MAESTROBOT
MaestroBot Design
Link to implementation repo.
MaestroBot is a local Linux user-scoped agent service built from three real subsystems:
- Maestro as the programmable agent-loop and state-machine substrate
- Myria as Global Persistent Memory and the durable event substrate
- Go as the host runtime, scheduler, control plane, and tool host
The core design goal is to run a long-lived local agent that behaves like one durable channel-based worker rather than a stateless chat wrapper.
Table of Contents
- 1. Core model
- 2. Main responsibilities
- 3. Architectural split
- 4. Deployment shape
- 5. Storage layout
- 6. Maestro program model
- 7. Channel runtime model
- 8. Scheduling and residency
- 9. Prompt and action model
- 10. Tool model
- 11. Workspace and VFS model
- 12. Memory integration
- 13. MCP integration
- 14. Control plane
- 15. Failure model
- 16. Current implementation notes
1. Core model
MaestroBot is channel-centric.
The primary runtime unit is the channel. Each channel owns:
- one logical runtime context
- one persistent workspace
- one pending message queue
- one scheduler priority
- one paging identity
- one retained subagent set
The system is meant to preserve work and context across idle periods, restarts, and paging boundaries.
An idle channel is not runnable merely because it has a persisted paging snapshot.

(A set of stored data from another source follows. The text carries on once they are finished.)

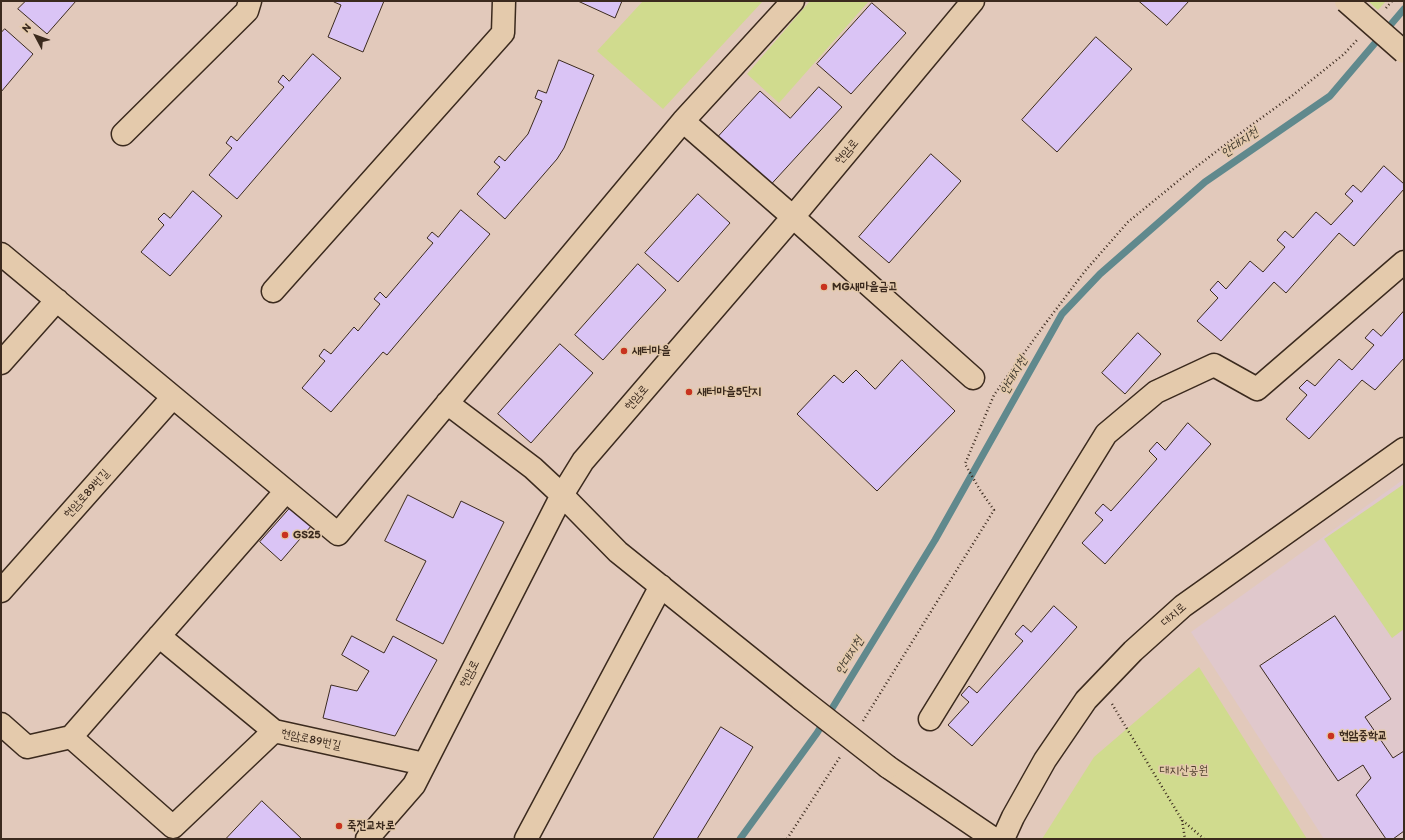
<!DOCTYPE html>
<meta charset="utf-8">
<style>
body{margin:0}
#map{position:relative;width:1405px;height:840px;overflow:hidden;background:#e2c9bb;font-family:Itim,sans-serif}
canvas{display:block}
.frame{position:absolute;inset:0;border:2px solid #3b2a1e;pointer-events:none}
.north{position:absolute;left:16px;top:16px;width:40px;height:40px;-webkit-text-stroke:3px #e4caac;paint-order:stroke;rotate:311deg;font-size:11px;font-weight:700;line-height:16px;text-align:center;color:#3b2a1e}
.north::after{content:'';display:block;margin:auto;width:14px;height:18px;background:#3b2a1e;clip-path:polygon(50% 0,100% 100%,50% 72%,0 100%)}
</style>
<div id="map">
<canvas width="1405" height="840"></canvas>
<div class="frame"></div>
<div class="north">N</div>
</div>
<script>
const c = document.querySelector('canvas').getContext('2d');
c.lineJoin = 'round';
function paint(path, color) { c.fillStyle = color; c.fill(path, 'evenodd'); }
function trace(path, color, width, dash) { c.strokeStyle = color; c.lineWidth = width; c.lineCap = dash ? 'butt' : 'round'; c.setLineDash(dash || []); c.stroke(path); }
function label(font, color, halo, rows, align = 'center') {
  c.font = font + ' Itim,"Poor Story",sans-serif'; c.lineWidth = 3; c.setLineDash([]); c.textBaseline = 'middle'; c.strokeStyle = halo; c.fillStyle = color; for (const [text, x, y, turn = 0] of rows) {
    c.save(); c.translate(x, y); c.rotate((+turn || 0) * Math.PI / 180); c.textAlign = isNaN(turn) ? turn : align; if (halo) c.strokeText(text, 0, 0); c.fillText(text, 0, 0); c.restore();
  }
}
const built = new Path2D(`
 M1404 479V839H1324L1191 632Z`);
const green = new Path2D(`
 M643 1H763L663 109 597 51Z
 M810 1H869L779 103 747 74Z
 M1368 1H1386L1378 10Z
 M1404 484V629L1392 638 1324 539Z
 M1199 667 1307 839H1042L1094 757Z`);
const stream = new Path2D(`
 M740 839 817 733 935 540 1062 314 1100 274 1205 182 1330 96 1404 9`);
const building = new Path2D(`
 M26 1H76L47 34 18 9Z
 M334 1H384L363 52 328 37 341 5 334 2Z
 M581 1H622L615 18 580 2Z
 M1139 1H1189L1167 25Z
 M872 3 906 33 851 94 817 64Z
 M5 29 33 54 1 92V33Z
 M1096 37 1132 69 1057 152 1022 120Z
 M313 54 341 78 237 199 209 175 232 148 226 143 231 136 237 141 284 87 278 82 283 75 289 81Z
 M559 60 594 75 564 148 557 159 505 219 477 194 500 167 494 162 499 156 505 161 528 134 542 101 535 98 538 90 546 93Z
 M819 87 842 107 765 191 712 143 760 91 790 118Z
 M931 154 961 181 889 263 859 237Z
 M1384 166 1404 184V189L1354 246 1339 233 1286 293 1274 282 1221 341 1197 321 1218 298 1210 290 1218 281 1226 289 1250 261 1263 272 1285 247 1277 240 1285 231 1293 238 1316 212 1331 225 1353 201 1345 194 1353 185 1361 192Z
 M193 191 222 216 170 276 141 252 164 225 158 219 164 213 170 218Z
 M698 194 730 223 678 282 645 253Z
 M461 210 490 234 387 355 383 352 331 412 302 388 325 361 319 356 324 349 331 354 354 327 358 331 380 304 374 299 380 292 386 298 433 243 427 238 432 232 438 237Z
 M638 264 666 290 603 360 575 335Z
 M1404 311V358L1375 390 1362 380 1309 439 1286 419 1307 395 1299 388 1307 380 1315 386 1339 359 1352 370 1374 345 1365 338 1373 329 1381 336Z
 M1138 333 1161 354 1125 394 1102 373Z
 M560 344 593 373 531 443 498 414Z
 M902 360 955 411 877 491 797 414 834 375 843 383 856 370 875 389Z
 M1188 423 1211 444 1105 564 1082 543 1103 520 1095 513 1103 504 1111 511 1157 459 1149 451 1157 442 1165 450Z
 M408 495 453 518 461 501 504 522 443 644 396 620 426 561 385 541Z
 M291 507 312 525 281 561 260 542Z
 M1054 606 1077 627 972 746 948 725 969 702 961 695 969 686 977 693 1023 641 1015 634 1023 625 1031 632Z
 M1335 616 1391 699 1365 717 1393 758 1404 751V831L1393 839H1386L1356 795 1371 778 1363 765 1338 781 1260 666Z
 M352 636 384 653 393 636 437 660 395 736 323 718 331 685 357 691 369 671 342 655Z
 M721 727 753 747 697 839H653Z
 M262 801 302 839H226Z`);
const path = new Path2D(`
 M1386 8 1392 1
 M1112 704 1182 820 1204 839
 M863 721 994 510 980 490 965 464 994 395 1045 324 1085 271 1128 222 1183 177 1238 135 1293 95 1344 54 1357 40
 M1182 820 1185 839
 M787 839 840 757`);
const minor = new Path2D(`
 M683 121 793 217 973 378
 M123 134 247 11 250 1
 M1 254 338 534 683 121 793 1
 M273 291 503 33 504 1
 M1 363 57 300
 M447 403 533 468 562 495 618 552 801 699
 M1 591 173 397
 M159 636 274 731 424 764
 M930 719 1106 434 1156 392 1214 365 1257 389 1404 262
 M1 724 27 747 71 737 286 491
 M71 737 173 827 274 731
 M888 767 994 839
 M367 839 414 785 562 495 583 461 793 217 973 1
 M526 839 661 586
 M1003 839 1013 817 1045 760 1086 700 1133 651 1183 606 1404 449`);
const minorBridge = new Path2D(`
 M1346 1 1404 52
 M801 699 888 767`);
const markers = [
 [824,287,4,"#c8321e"],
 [624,351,4,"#c8321e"],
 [689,392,4,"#c8321e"],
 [285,535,4,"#c8321e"],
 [1331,736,4,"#c8321e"],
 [339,826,4,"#c8321e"]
];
const streetNames = [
 ["현암로",847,152,-50],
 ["현암로",637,398,-49],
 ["현암로89번길",87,494,-48],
 ["대지로",1174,615,-41],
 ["현암로",470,674,-63],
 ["현암로89번길",311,740,12]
];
const poiNames = [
 ["MG새마을금고",832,287],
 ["새터마을",632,351],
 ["새터마을5단지",697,392],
 ["GS25",293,535],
 ["현암중학교",1339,736],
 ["죽전교차로",347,826]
];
const parkNames = [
 ["대지산공원",1184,771]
];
const waterNames = [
 ["안대지천",1240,143,-35],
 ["안대지천",1014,376,-61],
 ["안대지천",850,656,-59]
];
paint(built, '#e0c8cc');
paint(green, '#d0db8e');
trace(stream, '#60898d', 7);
paint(building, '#dac4f5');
trace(building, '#3b2a1e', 1);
trace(minor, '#3b2a1e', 25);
trace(path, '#3b2a1e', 2.5, [1, 3]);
trace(minor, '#e4caac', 22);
trace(minorBridge, '#3b2a1e', 25, []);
trace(minorBridge, '#e4caac', 22);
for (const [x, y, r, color] of markers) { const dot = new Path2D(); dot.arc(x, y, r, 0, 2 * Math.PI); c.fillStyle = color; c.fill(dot); trace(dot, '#e4caac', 1.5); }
label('12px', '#3b2a1e', '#e4caac', streetNames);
label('bold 12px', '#3b2a1e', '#e4caac', poiNames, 'left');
label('12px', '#4a3c29', '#e4caac', parkNames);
label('italic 13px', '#413a30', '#e4caac', waterNames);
</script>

The host only reactivates a channel when there is real work: pending inbound input, a due wake condition, or an explicit operator wake.
2. Main responsibilities
MaestroBot is responsible for:
- normalizing local frontend input into channel messages
- scheduling channel work
- retaining and paging channel state
- exposing and dispatching tools
- supervising Myria
- exposing a local control plane over Unix IPC
- managing external MCP servers
MaestroBot is not responsible for:
- owning long-term semantic memory itself
- storing provider state outside its own root
- acting as a remote multi-user network service
3. Architectural split
There are three logical layers.
3.1 Frontend
Responsibilities:
- normalize platform input to internal messages
- deliver outbound runtime messages to the platform
- emit canonical events to Myria through the host runtime
Built-in frontends currently include:
- local CLI
- Telegram Bot API
Outbound frontend design is intentionally layered:
- the runtime owns canonical authored Markdown
- the frontend lowers that Markdown into a platform-safe intermediate form
- the frontend renders and delivers the final platform payload
For Telegram, the lowering path is:
- Markdown input
- Markdown AST
- normalized Telegram-safe IR
- Telegram renderer
The Telegram renderer prefers text + entities, falls back to HTML
parse mode, and finally falls back to plain text chunking.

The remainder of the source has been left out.